TNFD recognises that nature loss poses direct and immediate risks to the global economy and financial system, while also exacerbating climate risks. The TNFD will build upon the structure and foundation of the TCFD with the goal of enabling organisations to adopt the two frameworks in tandem. At COP26, Mark Carney commented that TNFD’s job is harder than TCFD’s job, due to the complexity of measuring nature relative to climate.

In early 2022, TNFD will launch a beta version of the framework so that market players can test the framework and provide feedback.

“TNFD is a few years behind TCFD, which is why we’re moving quickly,” said TNFD Co-Chair David Craig.

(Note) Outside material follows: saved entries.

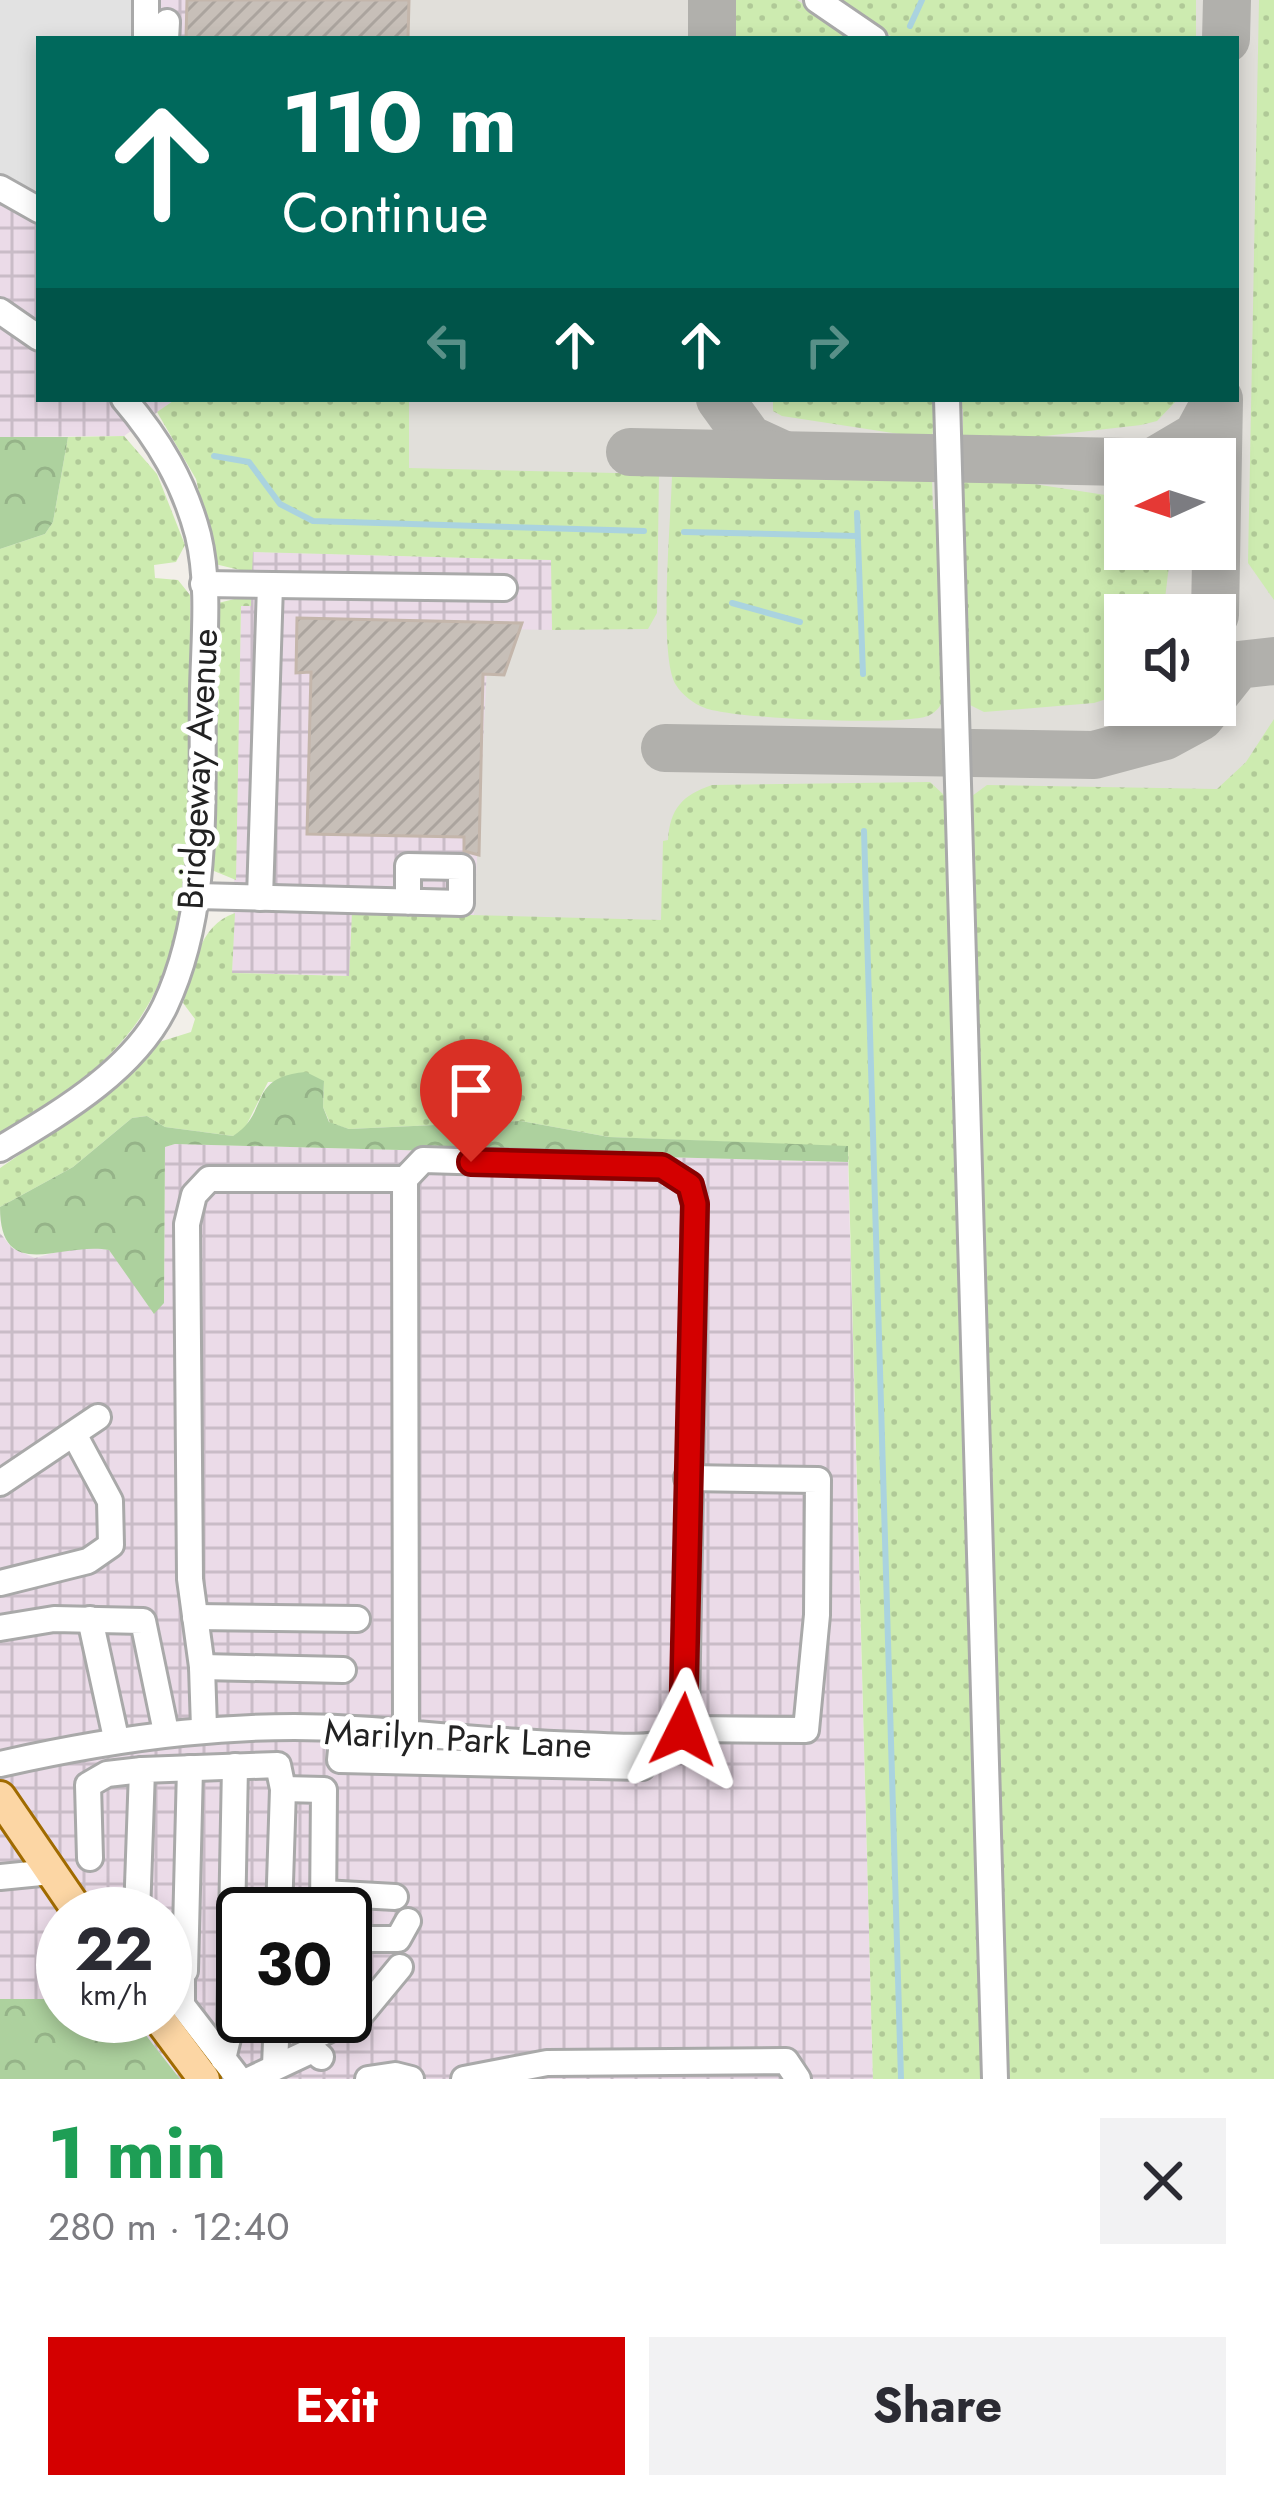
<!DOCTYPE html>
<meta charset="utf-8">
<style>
body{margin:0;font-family:Jost,sans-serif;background:#f2f2f3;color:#2b2b33;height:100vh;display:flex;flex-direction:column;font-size:45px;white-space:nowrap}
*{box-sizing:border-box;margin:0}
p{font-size:39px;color:#7c7c81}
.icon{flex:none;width:66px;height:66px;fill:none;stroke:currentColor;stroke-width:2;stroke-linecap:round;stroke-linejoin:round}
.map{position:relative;height:2079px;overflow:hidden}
.details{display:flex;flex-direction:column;background:#fff;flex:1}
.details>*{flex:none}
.guide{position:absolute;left:36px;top:36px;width:1203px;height:366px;border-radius:0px;box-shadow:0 6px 18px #0003;background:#00695c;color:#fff;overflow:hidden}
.needle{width:78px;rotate:267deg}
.controls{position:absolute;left:1104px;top:438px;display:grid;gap:24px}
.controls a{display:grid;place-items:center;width:132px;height:132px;border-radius:0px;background:#fff;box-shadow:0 6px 18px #0003;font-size:60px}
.speed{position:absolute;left:36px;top:1887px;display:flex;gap:24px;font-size:60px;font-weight:700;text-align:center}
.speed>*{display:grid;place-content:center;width:156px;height:156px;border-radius:50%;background:#fff;box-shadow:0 6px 18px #0003;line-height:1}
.speed small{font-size:30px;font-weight:400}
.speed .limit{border:6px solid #111;border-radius:18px;background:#fff;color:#111}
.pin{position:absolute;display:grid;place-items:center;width:102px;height:102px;color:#fff;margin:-123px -51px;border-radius:50% 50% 50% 0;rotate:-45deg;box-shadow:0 0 12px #0007}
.pin .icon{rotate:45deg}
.me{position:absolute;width:132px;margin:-66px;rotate:3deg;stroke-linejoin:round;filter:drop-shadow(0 0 9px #0008)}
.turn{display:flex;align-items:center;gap:42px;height:252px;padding:0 48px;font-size:54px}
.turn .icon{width:156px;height:156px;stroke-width:2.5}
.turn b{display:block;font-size:84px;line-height:102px}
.lanes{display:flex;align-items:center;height:114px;padding:0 48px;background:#0003;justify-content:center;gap:60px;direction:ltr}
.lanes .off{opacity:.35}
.round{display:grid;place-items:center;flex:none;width:126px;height:126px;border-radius:0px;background:#f2f2f3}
.head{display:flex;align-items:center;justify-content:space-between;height:204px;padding:0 48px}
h1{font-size:72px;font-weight:700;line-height:90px;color:#1e9e55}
.primary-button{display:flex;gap:24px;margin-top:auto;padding:24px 48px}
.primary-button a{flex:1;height:138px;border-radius:0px;background:#d40000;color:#fff;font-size:48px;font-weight:700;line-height:138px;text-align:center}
.primary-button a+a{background:#f2f2f3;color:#2b2b33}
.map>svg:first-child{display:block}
.industrial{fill:url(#industrial-grid);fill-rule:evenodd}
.airport{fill:#e1dfda;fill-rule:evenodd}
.grass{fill:url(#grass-dots)}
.forest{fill:url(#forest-crowns)}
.parking{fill:#e2e2e2}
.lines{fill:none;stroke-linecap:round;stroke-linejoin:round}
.stream{stroke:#aad3df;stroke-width:6}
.taxiway{stroke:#b1b0ac;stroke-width:48}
.building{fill:url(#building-hatch);stroke:#c4b6ab;stroke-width:3}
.minor-casing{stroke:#a9a9a9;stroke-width:30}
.major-casing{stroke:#a06b00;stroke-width:36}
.minor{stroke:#fff;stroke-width:24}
.major{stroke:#fcd6a4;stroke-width:30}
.route-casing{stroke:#8a0000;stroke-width:30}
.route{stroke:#d40000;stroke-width:21}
.labels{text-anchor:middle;stroke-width:10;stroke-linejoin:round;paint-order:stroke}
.street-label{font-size:36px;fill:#222;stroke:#fff}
</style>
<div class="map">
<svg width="1274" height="2079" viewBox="0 0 1274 2079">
<defs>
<pattern id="industrial-grid" width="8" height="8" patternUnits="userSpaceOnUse" patternTransform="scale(3)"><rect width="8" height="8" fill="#ebdbe8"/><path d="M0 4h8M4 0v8" fill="none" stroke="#c9bcc7"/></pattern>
<pattern id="grass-dots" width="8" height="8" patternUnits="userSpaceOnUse" patternTransform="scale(3)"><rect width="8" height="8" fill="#cdebb0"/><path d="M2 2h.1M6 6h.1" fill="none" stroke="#b0c997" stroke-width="1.8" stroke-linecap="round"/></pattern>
<pattern id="forest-crowns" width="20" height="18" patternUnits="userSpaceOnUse" patternTransform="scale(3)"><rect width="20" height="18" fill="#add19e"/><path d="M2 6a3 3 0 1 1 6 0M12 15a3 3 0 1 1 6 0" fill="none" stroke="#95b388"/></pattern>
<pattern id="building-hatch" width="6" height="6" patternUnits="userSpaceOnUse" patternTransform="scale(3)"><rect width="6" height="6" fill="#c7bfb8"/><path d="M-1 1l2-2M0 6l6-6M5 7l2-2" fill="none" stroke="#aba49e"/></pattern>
</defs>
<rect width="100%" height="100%" fill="#f2efe9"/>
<g class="industrial">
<polygon points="0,0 409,0 408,39 39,39 39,399 176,399 124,436 0,437"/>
<polygon points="252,552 552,560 662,920 353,912 350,976 232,973 241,606 251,605"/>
<path d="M175,1144l673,18 25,917h-693l-49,-63h34v-102h-102v85h-63v-766l12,15 23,10 47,-13 27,5 55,53 1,-156zM243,1914h102v102h-102z"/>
</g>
<path class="airport" d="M409,0h865v2079h-401l-27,-1038 -372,-126 15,-286 63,1v-70l-300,-8 -47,-153h1031v-360h-828zM1125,459h90v90h-90zM1125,615h90v90h-90z"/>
<g class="grass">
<polygon points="733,0 797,0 857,39 733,39"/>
<polygon points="841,0 1196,0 1196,39 895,39"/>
<polygon points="1259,0 1274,0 1274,600 1248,563"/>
<polygon points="176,399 409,399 409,468 659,474 657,613 648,629 552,630 551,560 253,552 252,573 215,564 196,479 157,412"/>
<polygon points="773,399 936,399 932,439 782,416 773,411"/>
<polygon points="957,399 1178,399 1157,421 1141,425 1019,439 963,438 963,409 957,408"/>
<path d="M124,436l33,38 28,71 -9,17 -22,3 1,13 23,2 12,15c0,119 18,325 -50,423 -36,53 -87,83 -140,116v-585l45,-15 8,-12 15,-85z"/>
<path d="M672,475l260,3 1,31 7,1 6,186c-5,9 -9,16 -18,20 -30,10 -194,3 -223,-8 -11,-4 -23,-13 -29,-23 -18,-27 -5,-167 -4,-210z"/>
<polygon points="964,480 1008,480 1125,498 1125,549 1171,549 1163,615 1125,615 1125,693 1094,703 984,712 968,704 959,509 964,508"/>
<polygon points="251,595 251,606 241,606 236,880 214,871 211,860 218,603"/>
<polygon points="1274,719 1274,2079 1003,2079 968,799 987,785 1217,789 1246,762"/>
<path d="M930,782l14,13 38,1284h-109l-25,-932 -239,-10 -88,-16 -172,8 -19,-6 -7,-16 1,-26 -56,1 -24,48 -11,6 -68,-9 -18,-11 -15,2 -59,49 -73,40v-39l76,-52 80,-73 35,-11 4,-13 -12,-16c10,-33 15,-78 52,-90l-3,60 117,3 3,-64 309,8 2,-79 5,-1c2,-31 14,-45 44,-55z"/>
</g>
<g class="forest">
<polygon points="0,437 68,437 53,522 45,534 0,549"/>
<path d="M306,1072l18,9 -1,26 6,15 20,7 172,-8 88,16 239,9v16l-673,-18 -10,3 -1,156 -10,11 -45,-64c-47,-9 -109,35 -109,-43l73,-40 59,-49 15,-2 18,11 68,9c38,-24 13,-59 73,-64z"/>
<polygon points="0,1999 63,1999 63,2016 131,2016 180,2079 0,2079"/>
</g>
<polygon class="parking" points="0,0 135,0 135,39 39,39 39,200 0,178"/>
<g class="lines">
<g class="stream">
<polyline points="910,26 922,0"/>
<polyline points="214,456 249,462 280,504 313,521 644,531"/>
<polyline points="857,513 863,674"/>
<polyline points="684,532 857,536"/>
<polyline points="732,603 800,622"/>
<polyline points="864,831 901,2079"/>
</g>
<g class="taxiway">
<polyline points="712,0 712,39"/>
<polyline points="1226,39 1227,0"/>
<polyline points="720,399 749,439 782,454"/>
<polyline points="630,452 1125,462"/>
<polyline points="1158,459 1197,436 1217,399"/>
<polyline points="1215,615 1219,399"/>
<polyline points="1215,694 1238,665 1274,661"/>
<polyline points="665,748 1094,755 1165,736 1200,717 1210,705"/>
</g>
</g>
<g class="building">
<polygon points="187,0 409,0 408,39 186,39"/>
<polygon points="297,618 522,623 504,675 483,674 479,855 464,851 464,837 307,834 311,672 296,673"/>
</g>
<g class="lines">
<defs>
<g id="minor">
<polyline points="817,0 874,39"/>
<polyline points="146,39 146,0"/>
<polyline points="166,39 167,22"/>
<polyline points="0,188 39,210"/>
<polyline points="0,311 39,338"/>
<polyline points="947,399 995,2079"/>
<polyline points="203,584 504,588"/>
<polyline points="197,896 461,903 461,867 408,866 408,902"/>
<polyline points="260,898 270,585"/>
<path d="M0,1149c58,-35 134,-78 165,-143 46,-98 36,-210 38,-316 1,-50 7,-106 -5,-155 -14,-53 -39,-95 -74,-136"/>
<polyline points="0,1483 98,1417"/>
<polyline points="0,1583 88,1561 111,1545 110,1501 74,1434"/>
<polyline points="195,1617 357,1619"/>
<polyline points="90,1619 116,1738"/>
<polyline points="0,1628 54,1619 143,1621 166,1732"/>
<polyline points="202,1667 343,1670"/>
<polyline points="204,1728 202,1667 190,1579 187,1224 194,1195 209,1179 405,1179"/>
<polyline points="683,1729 806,1730 817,1615 818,1480 687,1478"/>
<polyline points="343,1730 340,1760 642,1767 655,1747"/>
<path d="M0,1764c124,-28 244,-44 371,-34 70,6 139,13 210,15 29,1 61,5 90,-3l12,-13 3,-17 9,-507 -5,-20 -28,-18 -239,-7 -18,19 1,555"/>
<polyline points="283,1789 324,1790 323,1914"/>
<polyline points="90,1858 88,1785 107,1774 142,1770"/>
<polyline points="0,1877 51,1872"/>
<polyline points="323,1893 395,1897"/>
<polyline points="137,1914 142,1770 278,1765 283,1789 279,1914"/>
<polyline points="345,1939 398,1939 408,1921"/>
<polyline points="165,1947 182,1957 182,2005 239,2079"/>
<polyline points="185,1971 190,1768"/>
<polyline points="322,2033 362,2013 400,1967"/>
<polyline points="223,2059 230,2030 235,1766"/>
<polyline points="275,2066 277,2016"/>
<polyline points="251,2079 313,2050 321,2057"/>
<polyline points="368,2079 395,2075 411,2079"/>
<polyline points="464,2079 547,2063 786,2061 798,2079"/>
</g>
<g id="major">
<polyline points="0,1797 80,1914"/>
<polyline points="157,2016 204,2079"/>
</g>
</defs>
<use href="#minor" class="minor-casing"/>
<use href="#major" class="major-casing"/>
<use href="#minor" class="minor"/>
<use href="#major" class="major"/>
</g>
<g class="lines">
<defs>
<polyline id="route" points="471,1162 662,1167 690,1185 695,1204 683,1730"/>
</defs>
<use href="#route" class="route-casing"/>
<use href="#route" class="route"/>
</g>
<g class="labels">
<g class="street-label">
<text transform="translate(197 769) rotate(-87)" y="13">Bridgeway Avenue</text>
<text transform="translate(458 1738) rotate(3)" y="13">Marilyn Park Lane</text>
</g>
</g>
</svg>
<div class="controls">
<a><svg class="needle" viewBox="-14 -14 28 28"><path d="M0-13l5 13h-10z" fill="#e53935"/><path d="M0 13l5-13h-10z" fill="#7c7c81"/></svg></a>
<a><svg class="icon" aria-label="sound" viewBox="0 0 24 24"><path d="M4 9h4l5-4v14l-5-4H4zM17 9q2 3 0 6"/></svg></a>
</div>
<div class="speed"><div>22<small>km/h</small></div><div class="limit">30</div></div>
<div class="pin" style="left:471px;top:1162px;background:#d93025"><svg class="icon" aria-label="arrive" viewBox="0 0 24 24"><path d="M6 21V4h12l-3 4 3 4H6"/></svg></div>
<svg class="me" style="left:683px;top:1730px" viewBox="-20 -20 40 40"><path d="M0-17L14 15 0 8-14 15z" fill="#d40000" stroke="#fff" stroke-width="4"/></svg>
<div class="guide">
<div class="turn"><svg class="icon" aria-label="ahead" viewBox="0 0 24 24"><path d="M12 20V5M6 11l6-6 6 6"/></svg><div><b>110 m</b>Continue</div></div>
<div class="lanes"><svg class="icon off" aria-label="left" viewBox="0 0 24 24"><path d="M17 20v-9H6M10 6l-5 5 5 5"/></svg><svg class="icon" aria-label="ahead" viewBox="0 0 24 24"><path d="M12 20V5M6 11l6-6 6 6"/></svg><svg class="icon" aria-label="ahead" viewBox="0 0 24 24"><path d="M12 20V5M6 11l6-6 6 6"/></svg><svg class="icon off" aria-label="right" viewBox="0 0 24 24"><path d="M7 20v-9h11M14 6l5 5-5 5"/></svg></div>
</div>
</div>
<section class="details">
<div class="head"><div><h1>1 min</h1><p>280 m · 12:40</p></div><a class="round"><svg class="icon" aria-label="close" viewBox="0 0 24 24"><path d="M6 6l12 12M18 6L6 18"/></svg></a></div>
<div class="primary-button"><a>Exit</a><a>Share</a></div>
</section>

Hear from TNFD Taskforce Members, Co-Chairs and Executive Director in these recordings of key TNFD-relevant events from COP26:

  • ‘”Next Big Thing” in Green Finance: Valuing Biodiversity’ by the NYT Climate Hub. Hear TNFD Co-Chair Elizabeth Mrema speak alongside Mark Carney, UN Special Envoy on Climate Action and Finance; Mindy Lubbers, CEO of Ceres; M. Sanjayan, CEO of Conservation International; Professor Andy Purvis of London’s Natural History Museum.
  • Nature session at ‘Wake Up to GHS – Green Horizon Summit’ by GFI. Hear TNFD Co-Chair David Craig’s remarks about nature, finance and TNFD alongside Mark Carney, UN Special Envoy on Climate Action and Finance; Bill Winters, CEO Standard Chartered; Huw van Steenis, Senior Advisor to the Chief Executive, UBS and many more.
  • How to deliver investment in Nature‘ by McKinsey. Hear from TNFD Executive Director Tony Goldner on, as well as UBS’s Huw van Steenis, HSBC Asset Management Chief Executive Nicolas Moreau, Brambles CFO Nessa Sullivan, Greensphere Capital’s Divya Seshamani and Giulio Boccaletti of the Smith School of Enterprise and the Environment.
  • ‘COP Talks: Natural Capital and Biodiversity’ by IIF. Hear from TNFD Co-Chair Elizabeth Mrema, and TNFD Taskforce Members Mariuz Calvet Roquero, Director, Sustainability & Responsible Investing, Banorte, Marine de Bazelaire, Group Advisor on Natural Capital, HSBC, Judson Berkey, Head of Sustainability Regulatory Strategy, UBS, as well as Gill Lofts, Global Sustainable Finance Leader at TNFD Forum member EY, and Vian Sharif, Head of Sustainability, FNZ.
  • Getting Ahead of Nature-Related Financial Risk‘ by S&P Global. Hear TNFD Taskforce Member Celine Soubranne (AXA Group) speak on a panel moderated by Divya Mankikar (S&P Global). The session also featured TNFD Stewardship Council Vice Chair Andrew Mitchell and James Scriven, CEO of InterAmerican Development Bank (IDB) Invest.